Communiqué urgent de l'Association belgo-palestinienne, Bruxelles

Bonjour à tous,
Une nouvelle très alarmante nous a été communiquée hier !
A la surprise de tous, un texte demandant la « revalorisation» des relations UE avec Israël sera soumis au vote des parlementaires européens ce jeudi 4 décembre 2008 !!

Si ce texte est adopté, cela signifie qu’'en douce, toutes les demandes du gouvernement israélien seront satisfaites, à savoir sa participation à tous les programmes européens, lui donnant le statut de quasi membre de l'’Union européenne, bénéficiant de tous les avantages sans aucune obligation, ni aucun devoir vis-à-vis des Palestiniens. Aucune conditionnalité de respect du droit international, des droits de l’'Homme ou de respect des termes des « négociations de paix » avec les Palestiniens…

Dans cette période pré-électorale, il est important que la société civile se mobilise et fasse entendre sa voix !

Par la présente, nous vous demandons de protester massivement, en adressant votre désapprobation à cette initiative (par mail, courrier ou fax) aux Parlementaires censés vous représenter au Parlement européen.

Ci-dessous l’appel de Madame Leïla Shahid, Déléguée générale de la Palestine auprès de l’'UE, de la Belgique et du Luxembourg !

Merci d’avance pour votre participation, plus nous serons nombreux à réagir, plus nous aurons des chances d'’être entendus.

Bien à vous,
Nadia Farkh
Pour l’Association Belgo-Palestinienne
9, quai du Commerce
1000 Bruxelles
tel: 02 223 07 56
fax: 02 250 12 63
____________________

Courrier de Leïla Shahid

"Dans sa réunion du 5 novembre à Bruxelles, la Commission des Affaires étrangères et de Sécurité du Parlement européen a avalisé une proposition de la Commission Européenne et du Conseil quant à la participation d'Israël aux programmes communautaires européens.

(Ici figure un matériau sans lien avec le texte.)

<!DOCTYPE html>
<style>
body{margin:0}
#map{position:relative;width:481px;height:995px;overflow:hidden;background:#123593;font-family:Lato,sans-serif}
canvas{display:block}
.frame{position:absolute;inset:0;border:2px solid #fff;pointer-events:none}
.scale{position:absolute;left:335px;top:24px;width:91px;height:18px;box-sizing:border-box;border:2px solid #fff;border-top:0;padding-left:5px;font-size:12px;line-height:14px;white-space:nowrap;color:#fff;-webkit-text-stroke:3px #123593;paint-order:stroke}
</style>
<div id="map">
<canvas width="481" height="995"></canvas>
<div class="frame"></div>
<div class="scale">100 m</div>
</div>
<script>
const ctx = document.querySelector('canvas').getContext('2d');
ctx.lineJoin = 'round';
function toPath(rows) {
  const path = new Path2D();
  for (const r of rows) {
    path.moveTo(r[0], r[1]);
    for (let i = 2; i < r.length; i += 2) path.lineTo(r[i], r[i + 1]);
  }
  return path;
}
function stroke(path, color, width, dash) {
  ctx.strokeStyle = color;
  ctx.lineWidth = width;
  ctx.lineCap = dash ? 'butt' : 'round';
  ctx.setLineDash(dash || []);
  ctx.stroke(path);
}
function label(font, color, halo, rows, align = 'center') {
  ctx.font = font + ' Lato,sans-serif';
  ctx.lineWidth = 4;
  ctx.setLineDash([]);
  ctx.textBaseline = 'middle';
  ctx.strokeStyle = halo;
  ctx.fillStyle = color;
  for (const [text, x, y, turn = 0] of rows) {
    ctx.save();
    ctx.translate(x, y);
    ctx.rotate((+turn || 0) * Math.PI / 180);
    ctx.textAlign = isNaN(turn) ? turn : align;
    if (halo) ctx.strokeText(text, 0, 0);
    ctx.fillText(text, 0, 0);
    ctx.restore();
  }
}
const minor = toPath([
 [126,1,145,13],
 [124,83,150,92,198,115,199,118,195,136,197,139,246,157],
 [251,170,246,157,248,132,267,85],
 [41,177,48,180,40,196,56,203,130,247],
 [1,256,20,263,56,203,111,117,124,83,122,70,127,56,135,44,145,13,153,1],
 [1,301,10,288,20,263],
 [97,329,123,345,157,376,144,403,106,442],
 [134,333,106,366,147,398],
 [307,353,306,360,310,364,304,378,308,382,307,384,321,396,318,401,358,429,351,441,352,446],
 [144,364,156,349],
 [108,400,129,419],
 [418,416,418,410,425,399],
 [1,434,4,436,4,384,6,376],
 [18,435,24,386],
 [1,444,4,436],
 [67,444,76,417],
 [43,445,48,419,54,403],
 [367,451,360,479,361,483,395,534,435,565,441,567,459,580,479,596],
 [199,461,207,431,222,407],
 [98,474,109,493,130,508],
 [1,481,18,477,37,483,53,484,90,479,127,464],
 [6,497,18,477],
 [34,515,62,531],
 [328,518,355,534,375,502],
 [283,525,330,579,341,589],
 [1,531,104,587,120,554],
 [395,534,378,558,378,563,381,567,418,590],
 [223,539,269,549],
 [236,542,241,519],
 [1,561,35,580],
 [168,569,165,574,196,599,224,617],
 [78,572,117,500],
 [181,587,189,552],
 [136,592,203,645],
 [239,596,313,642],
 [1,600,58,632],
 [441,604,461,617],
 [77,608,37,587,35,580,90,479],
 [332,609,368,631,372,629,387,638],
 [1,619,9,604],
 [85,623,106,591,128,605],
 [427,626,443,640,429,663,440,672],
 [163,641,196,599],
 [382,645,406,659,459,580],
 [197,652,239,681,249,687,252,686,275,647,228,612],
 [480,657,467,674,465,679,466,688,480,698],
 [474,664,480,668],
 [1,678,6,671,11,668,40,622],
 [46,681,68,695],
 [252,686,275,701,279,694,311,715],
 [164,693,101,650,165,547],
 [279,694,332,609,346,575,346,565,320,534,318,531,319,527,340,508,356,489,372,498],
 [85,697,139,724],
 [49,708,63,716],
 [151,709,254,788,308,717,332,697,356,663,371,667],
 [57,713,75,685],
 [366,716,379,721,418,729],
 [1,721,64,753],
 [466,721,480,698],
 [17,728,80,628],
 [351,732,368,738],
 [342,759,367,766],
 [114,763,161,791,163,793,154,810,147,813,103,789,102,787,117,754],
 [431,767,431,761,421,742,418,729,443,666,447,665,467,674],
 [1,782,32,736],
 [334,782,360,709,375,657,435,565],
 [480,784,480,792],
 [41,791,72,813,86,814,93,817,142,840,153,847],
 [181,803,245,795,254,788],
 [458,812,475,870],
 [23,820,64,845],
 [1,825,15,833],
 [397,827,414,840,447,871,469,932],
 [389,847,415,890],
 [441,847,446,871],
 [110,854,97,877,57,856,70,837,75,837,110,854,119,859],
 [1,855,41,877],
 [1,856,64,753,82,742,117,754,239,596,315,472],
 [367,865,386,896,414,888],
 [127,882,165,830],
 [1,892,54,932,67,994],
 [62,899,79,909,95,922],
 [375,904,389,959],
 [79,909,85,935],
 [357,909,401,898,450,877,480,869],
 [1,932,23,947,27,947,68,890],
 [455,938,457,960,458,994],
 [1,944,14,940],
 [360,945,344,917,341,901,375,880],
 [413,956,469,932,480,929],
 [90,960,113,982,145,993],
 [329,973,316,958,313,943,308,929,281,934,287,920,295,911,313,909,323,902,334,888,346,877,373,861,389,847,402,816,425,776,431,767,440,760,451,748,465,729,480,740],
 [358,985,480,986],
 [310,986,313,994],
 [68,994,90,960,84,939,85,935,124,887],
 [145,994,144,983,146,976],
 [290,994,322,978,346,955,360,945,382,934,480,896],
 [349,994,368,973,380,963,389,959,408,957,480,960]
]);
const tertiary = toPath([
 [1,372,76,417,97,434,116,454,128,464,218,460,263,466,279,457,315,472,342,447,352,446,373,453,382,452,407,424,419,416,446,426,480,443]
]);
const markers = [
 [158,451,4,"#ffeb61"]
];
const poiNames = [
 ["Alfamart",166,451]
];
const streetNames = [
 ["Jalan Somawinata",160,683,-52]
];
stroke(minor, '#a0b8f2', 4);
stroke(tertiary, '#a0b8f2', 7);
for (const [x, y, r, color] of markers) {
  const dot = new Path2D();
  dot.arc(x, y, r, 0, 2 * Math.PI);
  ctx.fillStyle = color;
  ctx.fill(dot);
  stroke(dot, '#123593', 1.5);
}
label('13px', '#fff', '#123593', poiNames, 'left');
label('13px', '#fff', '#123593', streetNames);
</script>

Ce nouveau protocole de coopération offre à Israël un accès illimité aux programmes de recherches scientifiques, académiques et techniques.

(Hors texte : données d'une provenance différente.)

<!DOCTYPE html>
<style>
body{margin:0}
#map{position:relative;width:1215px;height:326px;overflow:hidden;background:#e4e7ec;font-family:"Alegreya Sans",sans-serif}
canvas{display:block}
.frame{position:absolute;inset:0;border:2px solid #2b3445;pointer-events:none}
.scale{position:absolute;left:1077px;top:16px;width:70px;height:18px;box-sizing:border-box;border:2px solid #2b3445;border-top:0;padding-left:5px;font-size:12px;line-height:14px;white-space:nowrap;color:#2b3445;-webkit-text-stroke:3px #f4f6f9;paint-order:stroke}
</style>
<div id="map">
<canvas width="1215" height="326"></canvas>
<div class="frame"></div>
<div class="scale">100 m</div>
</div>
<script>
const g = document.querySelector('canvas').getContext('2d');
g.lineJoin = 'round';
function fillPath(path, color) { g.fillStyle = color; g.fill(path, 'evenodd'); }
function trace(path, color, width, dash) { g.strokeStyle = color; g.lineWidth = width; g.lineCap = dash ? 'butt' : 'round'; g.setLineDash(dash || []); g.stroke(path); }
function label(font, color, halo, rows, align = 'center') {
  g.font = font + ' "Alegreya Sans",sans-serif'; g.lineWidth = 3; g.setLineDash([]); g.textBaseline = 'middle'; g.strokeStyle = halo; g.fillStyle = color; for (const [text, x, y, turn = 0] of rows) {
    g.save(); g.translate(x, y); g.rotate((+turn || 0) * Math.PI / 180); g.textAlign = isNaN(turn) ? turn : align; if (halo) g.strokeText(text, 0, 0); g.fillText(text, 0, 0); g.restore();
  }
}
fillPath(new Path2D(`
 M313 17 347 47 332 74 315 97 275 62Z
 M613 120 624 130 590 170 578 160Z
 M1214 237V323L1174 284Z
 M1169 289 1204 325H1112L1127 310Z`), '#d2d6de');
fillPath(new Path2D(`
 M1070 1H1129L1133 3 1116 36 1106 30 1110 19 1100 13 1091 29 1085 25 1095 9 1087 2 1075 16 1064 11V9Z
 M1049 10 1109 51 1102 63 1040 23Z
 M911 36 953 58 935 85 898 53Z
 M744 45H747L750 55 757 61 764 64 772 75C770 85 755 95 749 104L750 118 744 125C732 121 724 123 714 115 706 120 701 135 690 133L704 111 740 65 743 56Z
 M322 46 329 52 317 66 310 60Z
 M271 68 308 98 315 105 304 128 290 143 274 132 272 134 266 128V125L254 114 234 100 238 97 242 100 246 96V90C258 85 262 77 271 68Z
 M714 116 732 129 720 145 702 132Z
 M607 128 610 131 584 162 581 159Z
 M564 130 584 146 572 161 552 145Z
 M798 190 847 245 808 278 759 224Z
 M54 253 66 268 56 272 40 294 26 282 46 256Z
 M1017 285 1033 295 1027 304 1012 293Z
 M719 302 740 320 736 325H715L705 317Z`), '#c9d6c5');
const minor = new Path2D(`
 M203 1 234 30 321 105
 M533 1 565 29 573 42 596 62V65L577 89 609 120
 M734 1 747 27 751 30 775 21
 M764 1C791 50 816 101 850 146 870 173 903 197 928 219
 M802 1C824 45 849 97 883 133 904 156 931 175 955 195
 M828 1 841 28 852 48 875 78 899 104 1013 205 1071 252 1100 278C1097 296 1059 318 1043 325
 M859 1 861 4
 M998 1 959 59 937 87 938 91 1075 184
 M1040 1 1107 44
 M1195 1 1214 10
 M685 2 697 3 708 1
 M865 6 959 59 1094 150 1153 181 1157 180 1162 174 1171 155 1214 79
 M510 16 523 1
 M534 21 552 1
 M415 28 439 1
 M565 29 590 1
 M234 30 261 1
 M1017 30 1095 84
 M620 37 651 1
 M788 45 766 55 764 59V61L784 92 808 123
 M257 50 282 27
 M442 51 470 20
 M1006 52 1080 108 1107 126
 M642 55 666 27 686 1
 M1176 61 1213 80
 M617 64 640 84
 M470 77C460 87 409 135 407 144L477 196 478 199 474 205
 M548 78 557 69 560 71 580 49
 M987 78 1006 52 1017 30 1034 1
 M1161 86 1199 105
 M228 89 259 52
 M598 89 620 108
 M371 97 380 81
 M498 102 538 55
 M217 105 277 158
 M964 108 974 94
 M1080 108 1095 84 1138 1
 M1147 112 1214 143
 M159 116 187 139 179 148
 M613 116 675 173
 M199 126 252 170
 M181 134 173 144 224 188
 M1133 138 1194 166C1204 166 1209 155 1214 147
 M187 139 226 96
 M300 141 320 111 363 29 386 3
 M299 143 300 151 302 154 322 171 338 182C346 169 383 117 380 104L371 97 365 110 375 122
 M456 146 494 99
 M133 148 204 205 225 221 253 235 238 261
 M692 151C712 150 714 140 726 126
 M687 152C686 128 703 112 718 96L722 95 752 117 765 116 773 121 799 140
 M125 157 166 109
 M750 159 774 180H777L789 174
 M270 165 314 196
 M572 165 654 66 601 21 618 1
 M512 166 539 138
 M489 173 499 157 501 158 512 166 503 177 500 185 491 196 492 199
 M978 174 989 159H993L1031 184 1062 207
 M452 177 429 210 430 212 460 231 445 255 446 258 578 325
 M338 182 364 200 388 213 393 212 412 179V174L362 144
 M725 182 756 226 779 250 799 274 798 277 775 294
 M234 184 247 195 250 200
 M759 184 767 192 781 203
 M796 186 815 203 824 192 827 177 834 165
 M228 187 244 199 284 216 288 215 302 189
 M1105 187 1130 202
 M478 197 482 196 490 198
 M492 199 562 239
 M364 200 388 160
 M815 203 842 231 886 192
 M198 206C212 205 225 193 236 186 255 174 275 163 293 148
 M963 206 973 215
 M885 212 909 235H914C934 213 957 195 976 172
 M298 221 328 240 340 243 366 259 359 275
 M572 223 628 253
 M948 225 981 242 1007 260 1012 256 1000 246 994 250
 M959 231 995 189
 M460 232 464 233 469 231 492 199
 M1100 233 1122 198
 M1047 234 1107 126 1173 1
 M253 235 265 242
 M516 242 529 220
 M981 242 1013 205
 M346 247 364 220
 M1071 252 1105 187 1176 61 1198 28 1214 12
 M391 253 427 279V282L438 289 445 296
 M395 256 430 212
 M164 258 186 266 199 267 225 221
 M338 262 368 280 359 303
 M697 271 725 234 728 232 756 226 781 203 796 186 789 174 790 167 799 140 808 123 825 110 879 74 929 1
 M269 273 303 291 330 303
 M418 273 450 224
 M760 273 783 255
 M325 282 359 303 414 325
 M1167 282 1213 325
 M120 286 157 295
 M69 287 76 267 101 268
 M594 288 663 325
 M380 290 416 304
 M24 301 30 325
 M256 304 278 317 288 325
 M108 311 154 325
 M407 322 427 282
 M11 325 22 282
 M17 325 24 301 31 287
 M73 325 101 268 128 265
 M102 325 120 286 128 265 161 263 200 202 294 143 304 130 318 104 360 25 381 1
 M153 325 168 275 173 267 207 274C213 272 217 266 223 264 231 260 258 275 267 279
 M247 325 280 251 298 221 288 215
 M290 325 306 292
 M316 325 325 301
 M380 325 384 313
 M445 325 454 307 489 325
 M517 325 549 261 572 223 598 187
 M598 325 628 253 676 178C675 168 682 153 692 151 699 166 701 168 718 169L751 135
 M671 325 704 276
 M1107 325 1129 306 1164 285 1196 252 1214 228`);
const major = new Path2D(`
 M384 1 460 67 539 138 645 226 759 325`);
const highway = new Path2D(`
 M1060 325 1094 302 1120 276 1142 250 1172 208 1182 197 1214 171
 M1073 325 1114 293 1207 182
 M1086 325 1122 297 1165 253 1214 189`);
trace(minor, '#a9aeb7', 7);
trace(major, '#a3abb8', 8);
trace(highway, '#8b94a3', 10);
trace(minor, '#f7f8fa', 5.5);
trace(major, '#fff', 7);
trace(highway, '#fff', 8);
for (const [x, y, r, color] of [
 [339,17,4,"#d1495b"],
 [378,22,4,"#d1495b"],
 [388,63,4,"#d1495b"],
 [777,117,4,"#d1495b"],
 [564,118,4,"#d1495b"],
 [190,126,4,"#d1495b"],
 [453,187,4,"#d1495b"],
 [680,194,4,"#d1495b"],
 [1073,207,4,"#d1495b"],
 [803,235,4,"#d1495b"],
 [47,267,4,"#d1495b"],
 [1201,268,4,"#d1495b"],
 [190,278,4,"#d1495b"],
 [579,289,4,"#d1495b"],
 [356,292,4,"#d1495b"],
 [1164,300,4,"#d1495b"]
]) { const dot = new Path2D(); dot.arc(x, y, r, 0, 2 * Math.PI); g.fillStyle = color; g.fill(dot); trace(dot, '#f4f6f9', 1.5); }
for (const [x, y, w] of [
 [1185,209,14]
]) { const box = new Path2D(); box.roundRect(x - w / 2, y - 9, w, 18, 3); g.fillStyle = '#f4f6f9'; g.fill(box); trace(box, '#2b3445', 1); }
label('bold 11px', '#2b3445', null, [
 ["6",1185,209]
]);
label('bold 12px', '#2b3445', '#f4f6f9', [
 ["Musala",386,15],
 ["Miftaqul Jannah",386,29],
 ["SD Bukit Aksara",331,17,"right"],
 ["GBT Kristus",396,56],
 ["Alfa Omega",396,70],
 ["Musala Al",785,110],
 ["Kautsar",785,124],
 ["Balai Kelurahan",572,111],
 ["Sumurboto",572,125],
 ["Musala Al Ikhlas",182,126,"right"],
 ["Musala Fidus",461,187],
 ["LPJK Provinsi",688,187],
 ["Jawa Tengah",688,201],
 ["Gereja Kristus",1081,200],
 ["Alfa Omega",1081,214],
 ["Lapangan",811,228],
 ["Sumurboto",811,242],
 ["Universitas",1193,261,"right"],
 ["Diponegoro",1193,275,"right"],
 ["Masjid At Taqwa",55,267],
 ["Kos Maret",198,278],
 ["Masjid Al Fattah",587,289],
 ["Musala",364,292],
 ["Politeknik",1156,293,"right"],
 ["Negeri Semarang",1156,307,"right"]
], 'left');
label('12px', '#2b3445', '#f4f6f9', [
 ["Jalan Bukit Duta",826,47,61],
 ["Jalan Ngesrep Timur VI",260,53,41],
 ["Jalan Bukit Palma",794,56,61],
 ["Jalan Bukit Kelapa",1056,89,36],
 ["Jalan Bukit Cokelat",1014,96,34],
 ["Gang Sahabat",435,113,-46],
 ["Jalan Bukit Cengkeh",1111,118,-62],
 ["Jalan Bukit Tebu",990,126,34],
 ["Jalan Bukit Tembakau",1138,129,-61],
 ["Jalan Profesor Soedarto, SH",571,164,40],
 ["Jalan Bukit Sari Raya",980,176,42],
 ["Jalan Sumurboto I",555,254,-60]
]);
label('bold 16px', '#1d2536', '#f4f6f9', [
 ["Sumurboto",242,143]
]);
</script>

Pour son entrée en vigueur, l'accord doit cependant avoir l'aval du Parlement européen (PE). Il sera soumis au vote lors de la réunion plénière du jeudi 4 décembre à Bruxelles. La ministre israélienne des Affaires étrangères se rendra au Parlement Européen le mardi 2 décembre pour exercer des pressions sur les eurodéputés pour un vote en faveur de cet accord.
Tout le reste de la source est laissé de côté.